I feel like I knew myself better back then than I have more recently. My younger self, for once, had more of the answers than my older self. Once I got out of school and began working in the industry something happened. I started thinking I didn’t want to be a filmmaker. I started thinking “what if I find a related field instead?” This thinking led me to my Master’s degree in Entertainment Business.
Don’t get me wrong. I appreciate my degree. I think it definitely helps to know the business side. But I also think I got it because I was running from myself. I had twisted things around so horribly in my head that I managed to convince myself I didn’t want to make films anymore.

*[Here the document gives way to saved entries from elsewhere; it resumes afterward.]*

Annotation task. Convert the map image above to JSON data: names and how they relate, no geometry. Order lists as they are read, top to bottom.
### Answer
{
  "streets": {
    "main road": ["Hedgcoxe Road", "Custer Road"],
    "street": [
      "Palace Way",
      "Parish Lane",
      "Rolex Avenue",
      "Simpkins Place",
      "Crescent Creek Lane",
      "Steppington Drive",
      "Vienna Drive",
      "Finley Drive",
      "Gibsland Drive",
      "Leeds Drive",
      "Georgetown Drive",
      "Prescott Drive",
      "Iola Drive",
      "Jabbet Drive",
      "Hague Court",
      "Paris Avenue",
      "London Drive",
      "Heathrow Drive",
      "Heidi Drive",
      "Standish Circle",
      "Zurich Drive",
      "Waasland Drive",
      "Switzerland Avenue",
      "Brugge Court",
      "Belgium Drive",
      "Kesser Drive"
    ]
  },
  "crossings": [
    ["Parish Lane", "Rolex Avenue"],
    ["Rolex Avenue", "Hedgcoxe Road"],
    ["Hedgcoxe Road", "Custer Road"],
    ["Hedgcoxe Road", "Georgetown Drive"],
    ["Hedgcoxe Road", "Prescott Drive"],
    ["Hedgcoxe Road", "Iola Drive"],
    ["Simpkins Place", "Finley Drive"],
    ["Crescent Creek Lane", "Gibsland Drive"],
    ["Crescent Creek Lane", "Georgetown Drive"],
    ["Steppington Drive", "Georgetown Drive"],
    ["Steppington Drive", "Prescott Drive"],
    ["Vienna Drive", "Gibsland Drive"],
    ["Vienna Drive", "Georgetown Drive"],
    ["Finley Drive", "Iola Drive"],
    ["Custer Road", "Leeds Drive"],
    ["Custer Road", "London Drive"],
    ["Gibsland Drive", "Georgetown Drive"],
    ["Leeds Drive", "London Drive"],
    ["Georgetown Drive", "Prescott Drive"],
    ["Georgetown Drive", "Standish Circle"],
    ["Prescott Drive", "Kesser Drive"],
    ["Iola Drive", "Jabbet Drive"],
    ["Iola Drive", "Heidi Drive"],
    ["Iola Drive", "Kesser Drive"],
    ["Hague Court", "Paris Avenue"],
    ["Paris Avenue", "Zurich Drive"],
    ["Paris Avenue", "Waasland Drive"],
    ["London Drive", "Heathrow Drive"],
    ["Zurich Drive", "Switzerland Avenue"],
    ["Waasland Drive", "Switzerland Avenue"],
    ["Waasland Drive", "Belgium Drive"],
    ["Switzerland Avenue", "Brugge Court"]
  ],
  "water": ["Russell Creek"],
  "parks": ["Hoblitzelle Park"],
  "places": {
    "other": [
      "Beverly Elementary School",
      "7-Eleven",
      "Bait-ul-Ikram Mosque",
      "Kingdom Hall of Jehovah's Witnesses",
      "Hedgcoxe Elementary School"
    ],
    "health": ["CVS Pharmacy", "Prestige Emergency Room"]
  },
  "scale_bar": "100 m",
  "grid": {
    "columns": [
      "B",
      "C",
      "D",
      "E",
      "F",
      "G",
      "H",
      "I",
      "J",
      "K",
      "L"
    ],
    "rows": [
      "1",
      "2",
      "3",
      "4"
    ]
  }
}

So how did the change happen? I think it happened for many reasons. When you start working on movie sets you’re at the bottom. You’re the lowest of the low. And there are a lot of hits to your ego at the bottom. So it was probably partly due to that.
What probably affected it more was how it started feeling like a daily grind. Like any other kind of job (only with way more hours). It didn’t feel like it did in school. It didn’t feel free or rebellious or fun or even smart anymore.
But neither of these reasons are the root of the problem. The root of the problem comes back to that phrase earlier that I told you was false:
I have wanted to be a filmmaker since grade school.
A phrase like this can single-handedly shake your filmmaker identity to the core. Because at 22, at 23, at 24, every year up until this one, at 28, I was still saying it. “I want to be a filmmaker.” When what I really should have been saying since the first time I shot something, since the first script I wrote, was
I AM A FILMMAKER.
It’s a simple as that. And it’s as complex. Identity can be impossible to figure out if you’re looking at the facts wrong.
You’re a painter if you paint. You’re a musician if you play an instrument. I know this. So why was it so difficult for me to see the same as a filmmaker? Honestly, it’s the system. That system tells you how many hoops you’re supposed to jump through to “make it.” How many years you’ll have to be a PA before moving up one rung to gaffer or grip or AD or 2nd AC. It’s fishing for a promotion just like any other job. And it’s not for me.
Because once I accepted those four words, I AM A FILMMAKER, my world changed. I am now back in that mindset that I had in college. That view of film that my advisor and all of those other punk rock professors had taught me. For that matter, every single one of my film professors are filmmakers, and not one of them went the “studio system” route. And how successful are they? Their films pop up in the Whitney Biennial all the time. They win awards. They get screened at the most interesting and funky venues.
Now truly is the time to embrace this mindset. Thank you, internet. Thank you, blogging and vlogging and Twitter and YouTube and Vimeo. Thank you, accessibility. Because of technology, I don’t have the hurdles that my professors had. I can get my films out there.
Since I have embraced this mindset I have become unstuck. No longer is it “when I become a filmmaker I’m going to do this.” Now I have four projects in the works simultaneously. Now I feel like I can walk out my door and shoot.
The most important advice I can give anyone that’s right behind me in the identity development of a filmmaker is what my advisor told me. You’ll always wonder. You’ll never feel safe or comfortable. But you’ll also always just know, because you’ll never be happy doing anything else.
My name is Rebecca, and I am a filmmaker.